If your answers don’t point to leveraging Latin American locales for vertical industry expertise, security implementations and infrastructure management, your IT services strategy might be stuck in the early 1990s.
There are several reasons why Latin America should play a bigger role in your sourcing plans. Whether yours is a global company with operations on the continent or a local business in a fast-growing economy such as Brazil, you have much to gain.
All Fortune 1000 corporations – are already outsourcing here. Factors that influence decisions for outsourcing in Latin America include the area’s availability of skilled labor at relatively lower costs, economic stability, language capabilities, and advanced technology and infrastructure capabilities inherent in the region.
For more country-specific insights, A.T. Kearney’s 2011 Global Services Location Index reported on Mexico’s rise to the No. 6 spot as an outsourcing contender. A sharp drop in wages in Mexico may have influenced that ranking, but it is not to be discounted that the country has a reputation for having a well-developed talent pool (some reports have put Mexico’s trained IT professionals count at more than 500,000). Chile retained a place in the top ten, although it dropped a few slots from its previous ranking. Brazil held steady in 12th place among the 50 sites ranked by the index.
Eight Latin American countries made it to Gartner’s Top 30 countries for globally sourced activities in 2010-2011, compared with seven from the Americas as a whole in previous years. Of these, Mexico had the distinction of earning a “very good” rating on both cost and labor pool criteria, while Brazil and Chile were distinguished with “best” ratings for their infrastructure. If it’s possible for the best to get even better, such might be the case in Brazil: The country is spending nearly $900 billion to upgrade its infrastructure ahead of the 2014 World Cup and the 2016 Olympics.
What’s going on and where
HCL has worked with several global and Latin American businesses, such as Renner and Ricardo Eletro in the retail sector; Electrolux in the white goods sector; and beverage company Grupo Peñafiel. These engagements, which we’ve delivered from our local facilities in Brazil and Mexico have ranged from ERP implementations to supporting end-to-end-infrastructures, and from border-spanning application development and maintenance projects to strategic consulting programs for optimizing enterprise application performance.

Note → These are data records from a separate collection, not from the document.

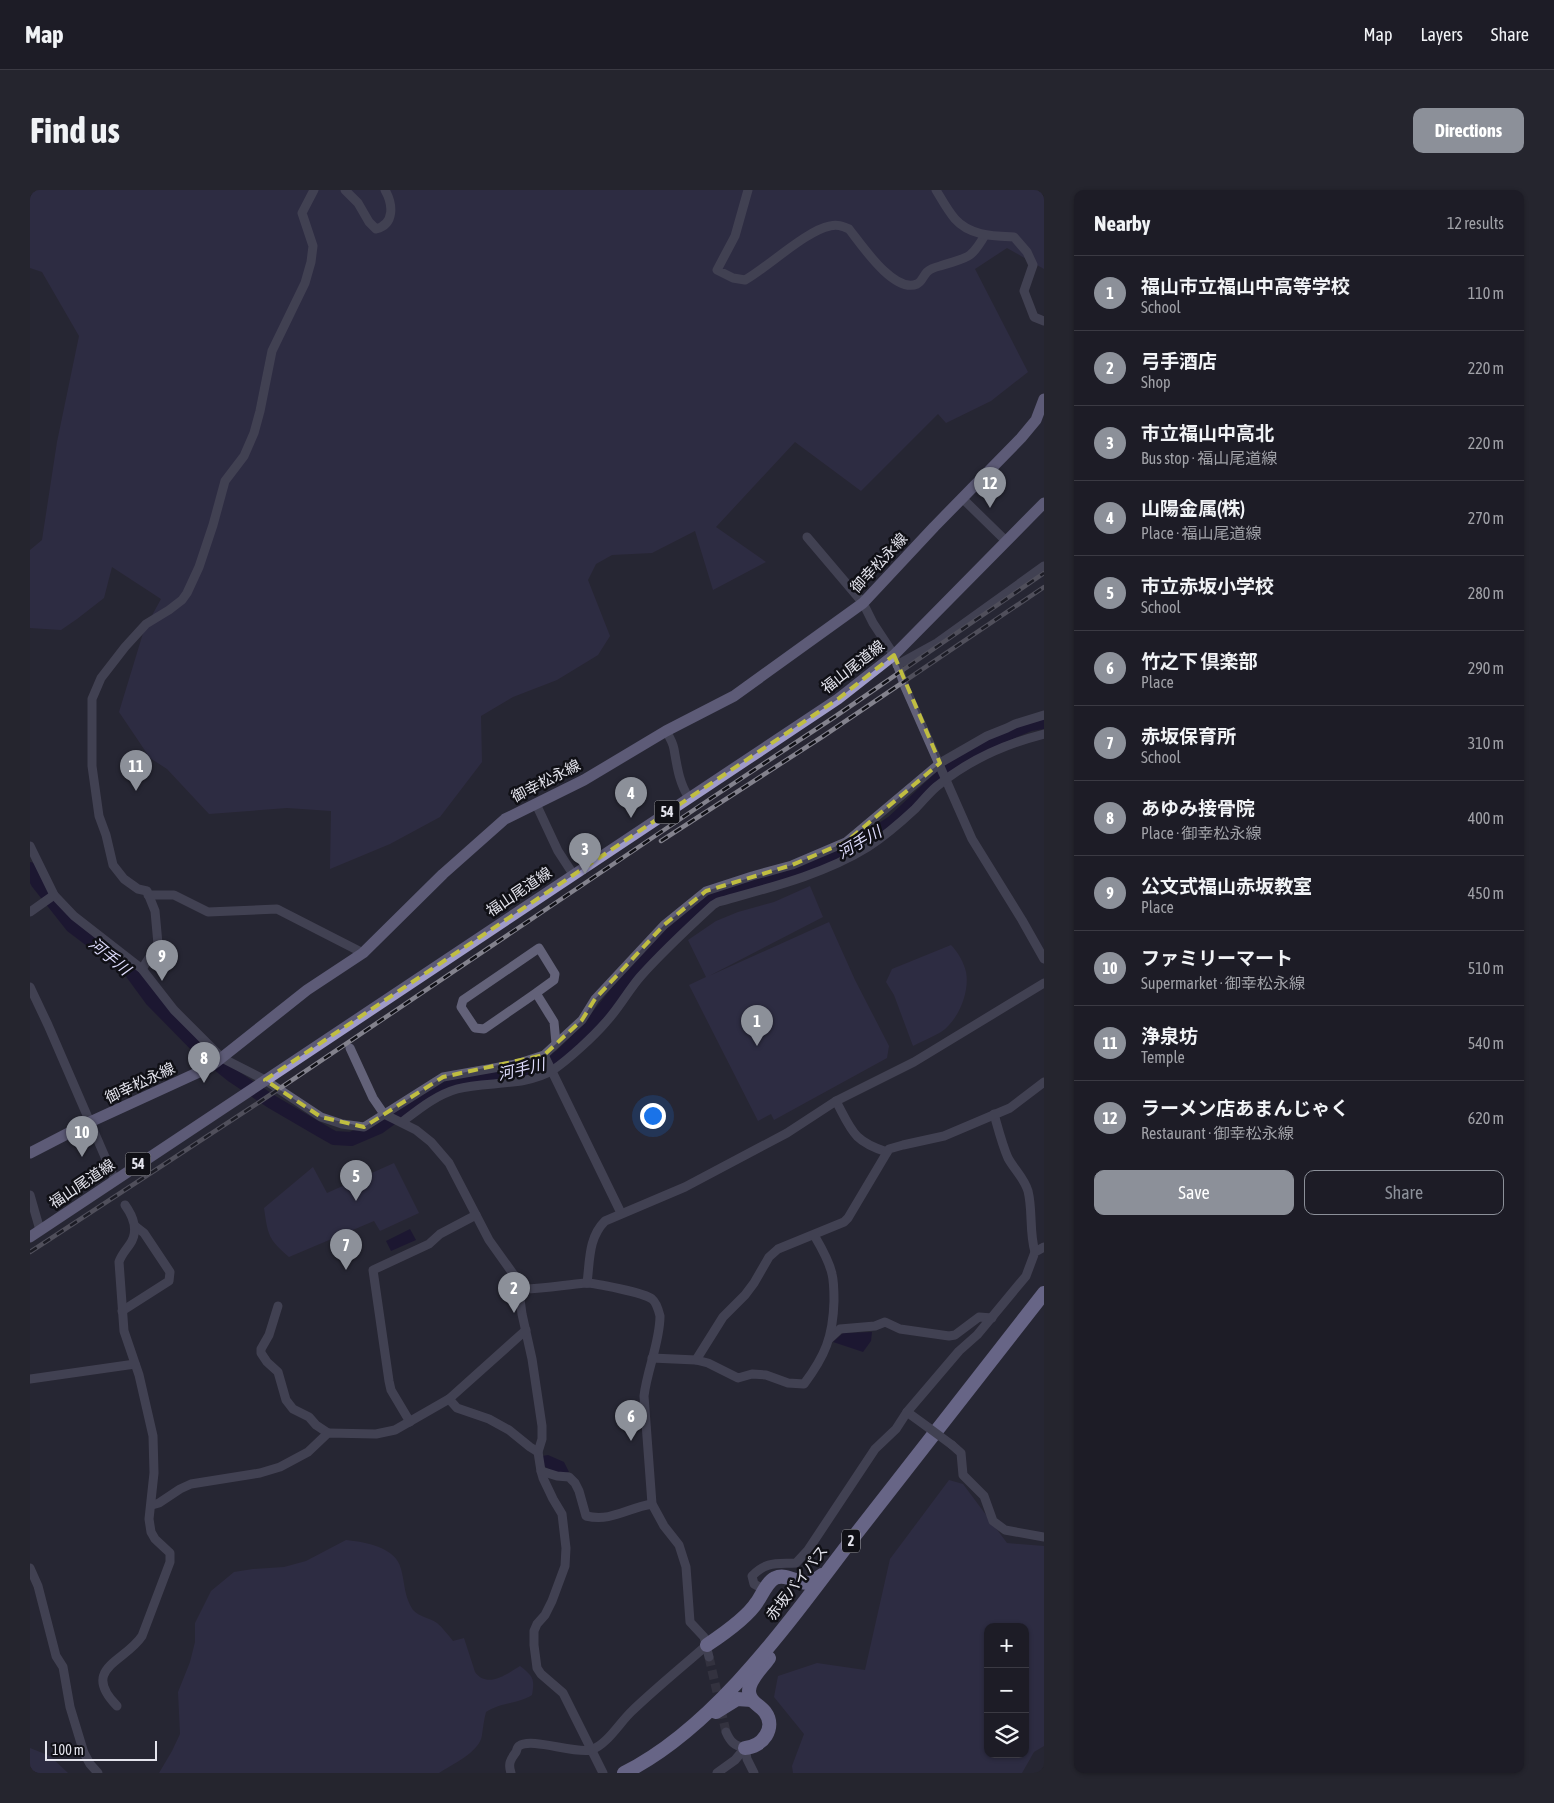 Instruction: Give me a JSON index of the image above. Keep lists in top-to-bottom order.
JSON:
{
  "streets": {
    "highway": ["2", "赤坂バイパス"],
    "main road": ["御幸松永線", "福山尾道線", "54"]
  },
  "water": ["河手川"],
  "scale_bar": "100 m",
  "page": {
    "header": "Map",
    "nav": ["Map", "Layers", "Share"],
    "buttons": [
      "Directions",
      ["Save", "Share"]
    ],
    "title": "Find us",
    "heading": ["Nearby", "12 results"],
    "list": [
      {
        "mark": "1",
        "name": "福山市立福山中高等学校",
        "note": "School",
        "value": "110 m"
      },
      {
        "mark": "2",
        "name": "弓手酒店",
        "note": "Shop",
        "value": "220 m"
      },
      {
        "mark": "3",
        "name": "市立福山中高北",
        "note": "Bus stop · 福山尾道線",
        "value": "220 m"
      },
      {
        "mark": "4",
        "name": "山陽金属(株)",
        "note": "Place · 福山尾道線",
        "value": "270 m"
      },
      {
        "mark": "5",
        "name": "市立赤坂小学校",
        "note": "School",
        "value": "280 m"
      },
      {
        "mark": "6",
        "name": "竹之下 倶楽部",
        "note": "Place",
        "value": "290 m"
      },
      {
        "mark": "7",
        "name": "赤坂保育所",
        "note": "School",
        "value": "310 m"
      },
      {
        "mark": "8",
        "name": "あゆみ接骨院",
        "note": "Place · 御幸松永線",
        "value": "400 m"
      },
      {
        "mark": "9",
        "name": "公文式福山赤坂教室",
        "note": "Place",
        "value": "450 m"
      },
      {
        "mark": "10",
        "name": "ファミリーマート",
        "note": "Supermarket · 御幸松永線",
        "value": "510 m"
      },
      {
        "mark": "11",
        "name": "浄泉坊",
        "note": "Temple",
        "value": "540 m"
      },
      {
        "mark": "12",
        "name": "ラーメン店あまんじゃく",
        "note": "Restaurant · 御幸松永線",
        "value": "620 m"
      }
    ],
    "pins": [
      "12",
      "11",
      "4",
      "3",
      "9",
      "1",
      "8",
      "10",
      "5",
      "7",
      "2",
      "6"
    ],
    "map_buttons": ["+", "−"],
    "scale": "100 m"
  }
} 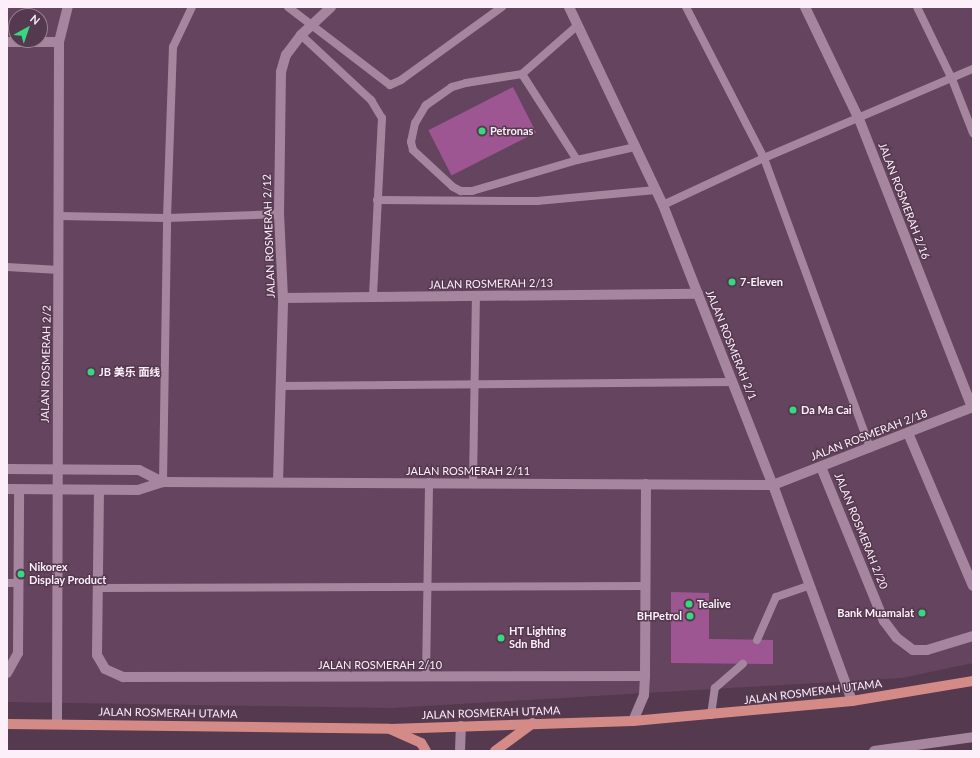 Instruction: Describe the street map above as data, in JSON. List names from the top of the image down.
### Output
{
  "streets": {
    "main road": ["JALAN ROSMERAH UTAMA"],
    "street": [
      "JALAN ROSMERAH 2/16",
      "JALAN ROSMERAH 2/12",
      "JALAN ROSMERAH 2/13",
      "JALAN ROSMERAH 2/1",
      "JALAN ROSMERAH 2/2",
      "JALAN ROSMERAH 2/18",
      "JALAN ROSMERAH 2/11",
      "JALAN ROSMERAH 2/20",
      "JALAN ROSMERAH 2/10"
    ]
  },
  "crossings": [
    ["JALAN ROSMERAH 2/16", "JALAN ROSMERAH 2/18"],
    ["JALAN ROSMERAH 2/12", "JALAN ROSMERAH 2/13"],
    ["JALAN ROSMERAH 2/12", "JALAN ROSMERAH 2/11"],
    ["JALAN ROSMERAH 2/13", "JALAN ROSMERAH 2/1"],
    ["JALAN ROSMERAH 2/1", "JALAN ROSMERAH 2/18"],
    ["JALAN ROSMERAH 2/1", "JALAN ROSMERAH 2/11"],
    ["JALAN ROSMERAH 2/1", "JALAN ROSMERAH UTAMA"],
    ["JALAN ROSMERAH 2/2", "JALAN ROSMERAH 2/11"],
    ["JALAN ROSMERAH 2/2", "JALAN ROSMERAH UTAMA"],
    ["JALAN ROSMERAH 2/18", "JALAN ROSMERAH 2/11"],
    ["JALAN ROSMERAH 2/18", "JALAN ROSMERAH 2/20"],
    ["JALAN ROSMERAH 2/11", "JALAN ROSMERAH 2/10"]
  ],
  "places": [
    "Petronas",
    "7-Eleven",
    "JB 美乐 面线",
    "Da Ma Cai",
    "Nikorex Display Product",
    "Tealive",
    "Bank Muamalat",
    "BHPetrol",
    "HT Lighting Sdn Bhd"
  ],
  "north": "top right"
} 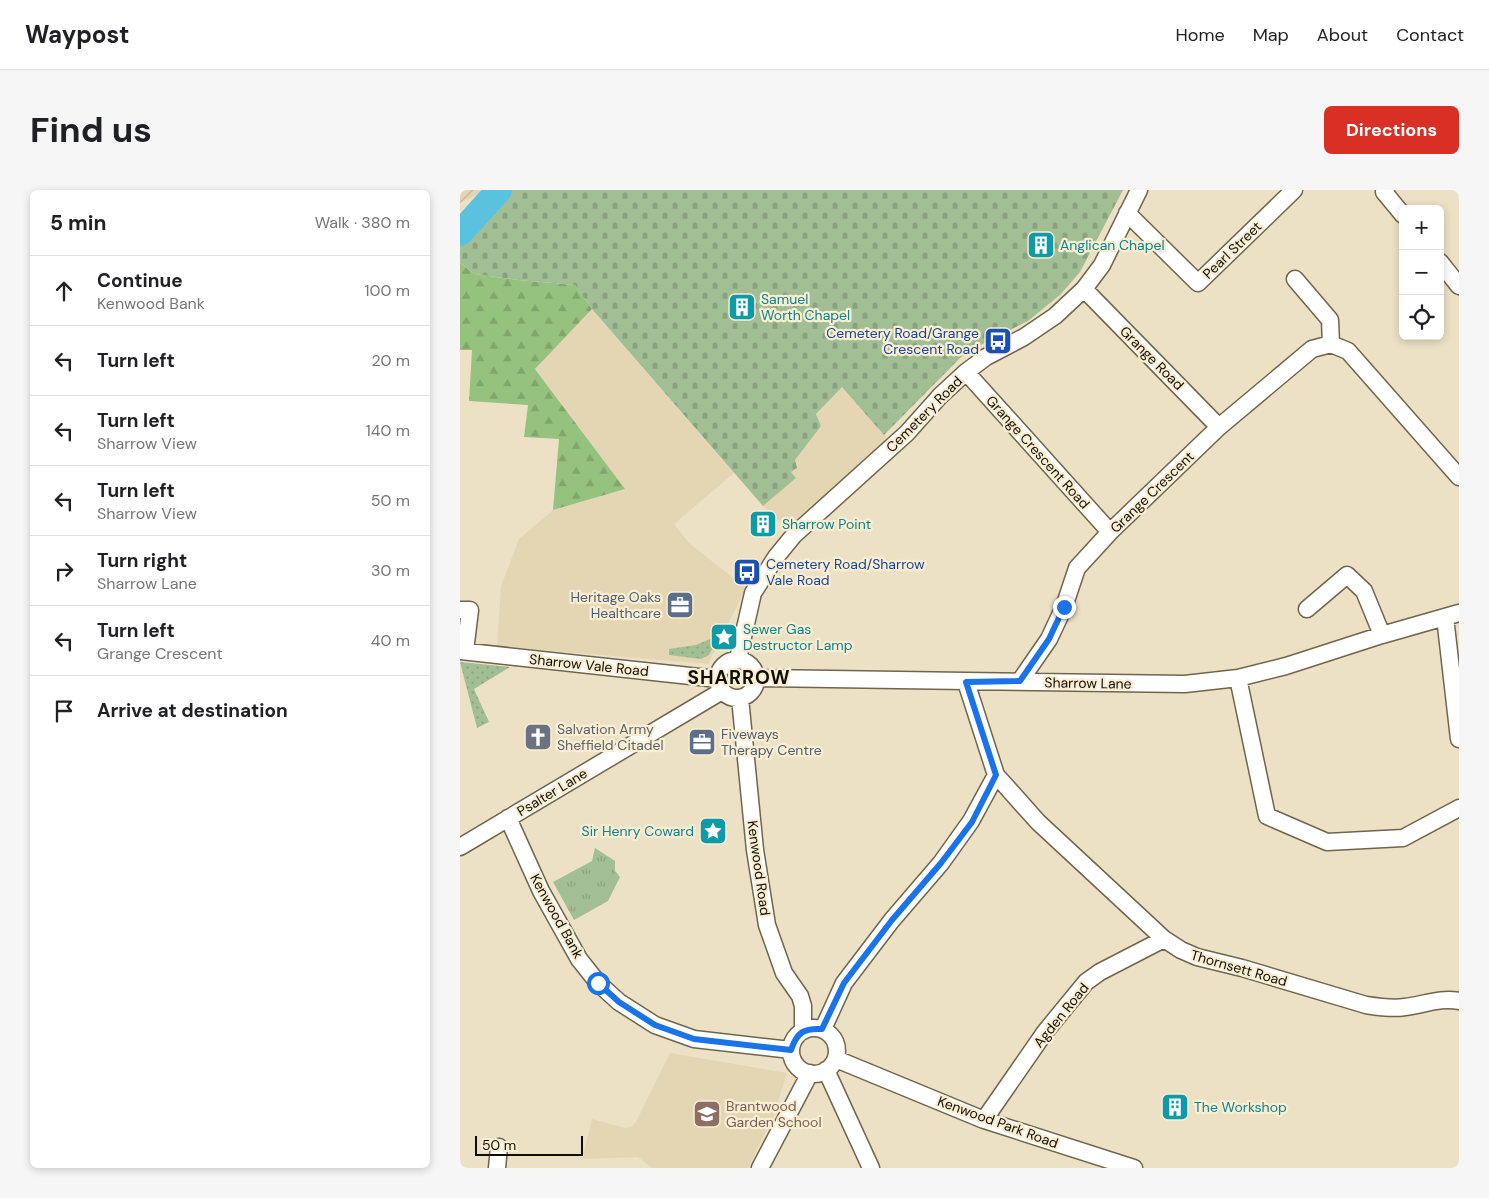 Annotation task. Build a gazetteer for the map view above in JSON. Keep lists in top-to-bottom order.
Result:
{
  "streets": {
    "street": [
      "Pearl Street",
      "Grange Road",
      "Cemetery Road",
      "Grange Crescent Road",
      "Grange Crescent",
      "Sharrow Vale Road",
      "Sharrow Lane",
      "Psalter Lane",
      "Kenwood Road",
      "Kenwood Bank",
      "Thornsett Road",
      "Agden Road",
      "Kenwood Park Road"
    ]
  },
  "crossings": [
    ["Pearl Street", "Cemetery Road"],
    ["Grange Road", "Cemetery Road"],
    ["Grange Road", "Grange Crescent"],
    ["Cemetery Road", "Grange Crescent Road"],
    ["Cemetery Road", "Sharrow Vale Road"],
    ["Cemetery Road", "Sharrow Lane"],
    ["Cemetery Road", "Psalter Lane"],
    ["Cemetery Road", "Kenwood Road"],
    ["Grange Crescent Road", "Grange Crescent"],
    ["Grange Crescent", "Sharrow Lane"],
    ["Sharrow Vale Road", "Sharrow Lane"],
    ["Sharrow Vale Road", "Psalter Lane"],
    ["Sharrow Vale Road", "Kenwood Road"],
    ["Sharrow Lane", "Psalter Lane"],
    ["Sharrow Lane", "Kenwood Road"],
    ["Psalter Lane", "Kenwood Road"],
    ["Psalter Lane", "Kenwood Bank"],
    ["Kenwood Road", "Kenwood Bank"],
    ["Kenwood Road", "Kenwood Park Road"],
    ["Kenwood Bank", "Kenwood Park Road"],
    ["Thornsett Road", "Agden Road"],
    ["Agden Road", "Kenwood Park Road"]
  ],
  "districts": ["SHARROW"],
  "places": {
    "building": [
      "Anglican Chapel",
      "Samuel Worth Chapel",
      "Sharrow Point",
      "The Workshop"
    ],
    "bus stop": ["Cemetery Road/Grange Crescent Road", "Cemetery Road/Sharrow Vale Road"],
    "office": ["Heritage Oaks Healthcare", "Fiveways Therapy Centre"],
    "place": ["Sewer Gas Destructor Lamp", "Sir Henry Coward"],
    "church": ["Salvation Army Sheffield Citadel"],
    "school or university": ["Brantwood Garden School"]
  },
  "scale_bar": "50 m",
  "page": {
    "header": "Waypost",
    "nav": [
      "Home",
      "Map",
      "About",
      "Contact"
    ],
    "buttons": "Directions",
    "title": "Find us",
    "heading": ["5 min", "Walk · 380 m"],
    "map_buttons": ["+", "−"],
    "list": [
      ["Continue", "Kenwood Bank", "100 m"],
      ["Turn left", "20 m"],
      ["Turn left", "Sharrow View", "140 m"],
      ["Turn left", "Sharrow View", "50 m"],
      ["Turn right", "Sharrow Lane", "30 m"],
      ["Turn left", "Grange Crescent", "40 m"],
      "Arrive at destination"
    ],
    "scale": "50 m"
  }
} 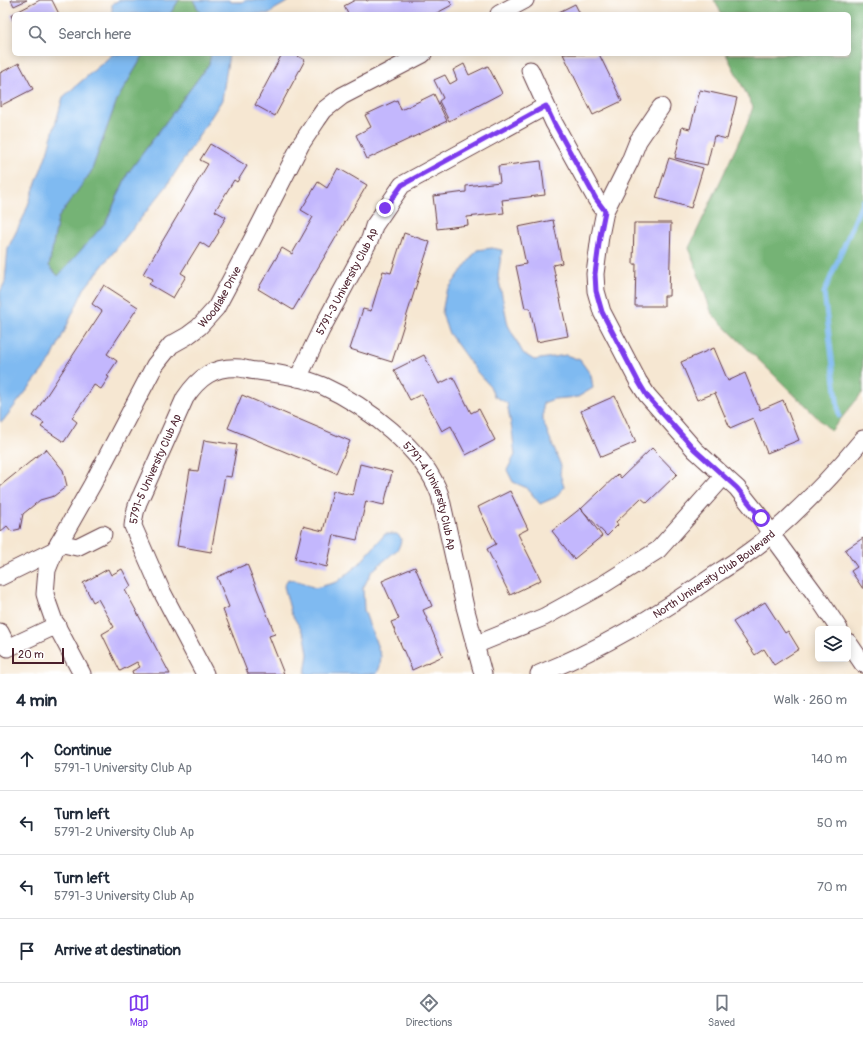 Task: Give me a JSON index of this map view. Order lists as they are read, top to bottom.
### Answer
{
  "streets": {
    "street": [
      "5791-3 University Club Ap",
      "Woodlake Drive",
      "5791-5 University Club Ap",
      "5791-4 University Club Ap",
      "North University Club Boulevard"
    ]
  },
  "crossings": [
    ["5791-3 University Club Ap", "5791-5 University Club Ap"],
    ["5791-3 University Club Ap", "5791-4 University Club Ap"],
    ["5791-5 University Club Ap", "5791-4 University Club Ap"]
  ],
  "scale_bar": "20 m",
  "page": {
    "search": "Search here",
    "scale": "20 m",
    "heading": ["4 min", "Walk · 260 m"],
    "list": [
      ["Continue", "5791-1 University Club Ap", "140 m"],
      ["Turn left", "5791-2 University Club Ap", "50 m"],
      ["Turn left", "5791-3 University Club Ap", "70 m"],
      "Arrive at destination"
    ],
    "nav": ["Map", "Directions", "Saved"]
  }
} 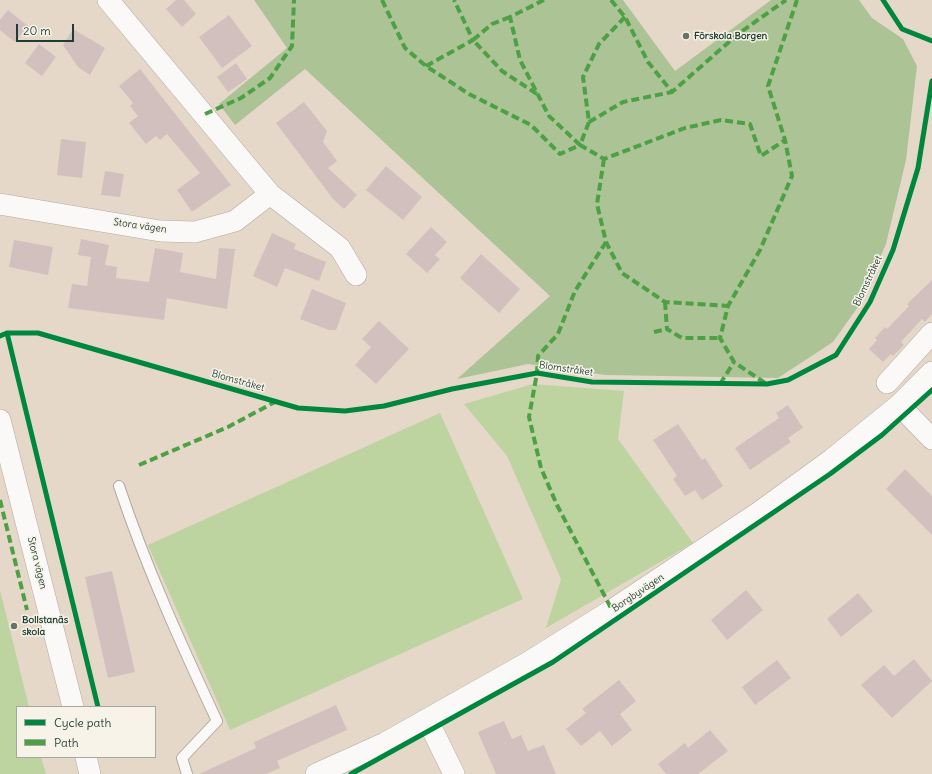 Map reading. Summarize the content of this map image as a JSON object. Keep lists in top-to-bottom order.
{
  "streets": {
    "street": ["Stora vägen", "Borgbyvägen"],
    "cycle path": ["Blomstråket"]
  },
  "places": ["Förskola Borgen", "Bollstanäs skola"],
  "legend": ["Cycle path", "Path"],
  "scale_bar": "20 m"
}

An advantage global corporations are trying to achieve is standardizing service delivery to their businesses across geographic locations by leveraging their global providers for local Latin American operations. HCL has worked with multiple global customers such as Merck, Readers Digest, Electrolux to help them leverage best practices and cross-purpose IT assets across regions in the last few years.
We’re convinced, however, that such examples are just the tip of the Latin American IT sourcing spear. Brazil, for example, today counts as the second largest economy in the western hemisphere, and its economy is expected to grow more than 5% in the coming decade. Businesses based in the region with ambitions of going global increasingly will require more sophisticated IT services.
Meanwhile, multi-national enterprises in North America see opportunity in near-shore operations. They are able to reduce costs and forge relationships with business partners whose time zones are more aligned with their own working hours. Mexico, in particular, is an attractive destination, thanks to the North American Free Trade Alliance (NAFTA), which removes most trade barriers across countries on the continent, including enabling the free movement of labor across borders. This can be critical for long-term, mission-critical, collaborative development projects. NAFTA, of course, also ensures that intellectual property rights are protected in all these transactions.
The Mexican government’s efforts to promote the country’s technology industry indeed have contributed to the development of an IT market that totals $16 billion, with IT exports valued at close to $4 billion annually. Mexico today boasts a high availability of English-speaking talent and strong centers of technology, which adds to its appeal as a sourcing destination for businesses worldwide. Guadalajara, for example, is known as the “Silicon Valley of Mexico.” It’s the home of a number of highly reputable tech programs at public and private universities and hosts software development, infrastructure management, and IT engineering centers for companies including Intel, Dell, IBM and others.
Work to be done
The advantages of outsourcing IT activities to Latin America are plentiful, but businesses in the region and abroad have some legitimate concerns before they’ll be ready to fully leverage these sites.
Consider, for example, that the non-renewal rate for local IT services contracts in Brazil exceeds 35%, which speaks to some issues of customer discontent. Smaller, local IT services companies lack scale, process maturity and global experiences to help expanding businesses in the region attain their growth goals. There’s also a perception that some of the well-known, global IT services companies trying to cater to the region – while highly capable – are inflexible, expensive and hard to work with.
Generally speaking, it is the case that many providers in Latin America must do more to show local and global companies that they are up to delivering complex solutions and value-added IT services. More CMMI Level 5, ISO, ITIL, Six Sigma, and PMI certifications, greater process rigor and automation, and flexibility on short notice, can all contribute to this.
IT services in Latin America are maturing, and the outsourcing proposition grows more compelling to both global and local businesses every day. I invite you to further research the opportunities, and see if your answers to my initial two questions may change based upon what you discover.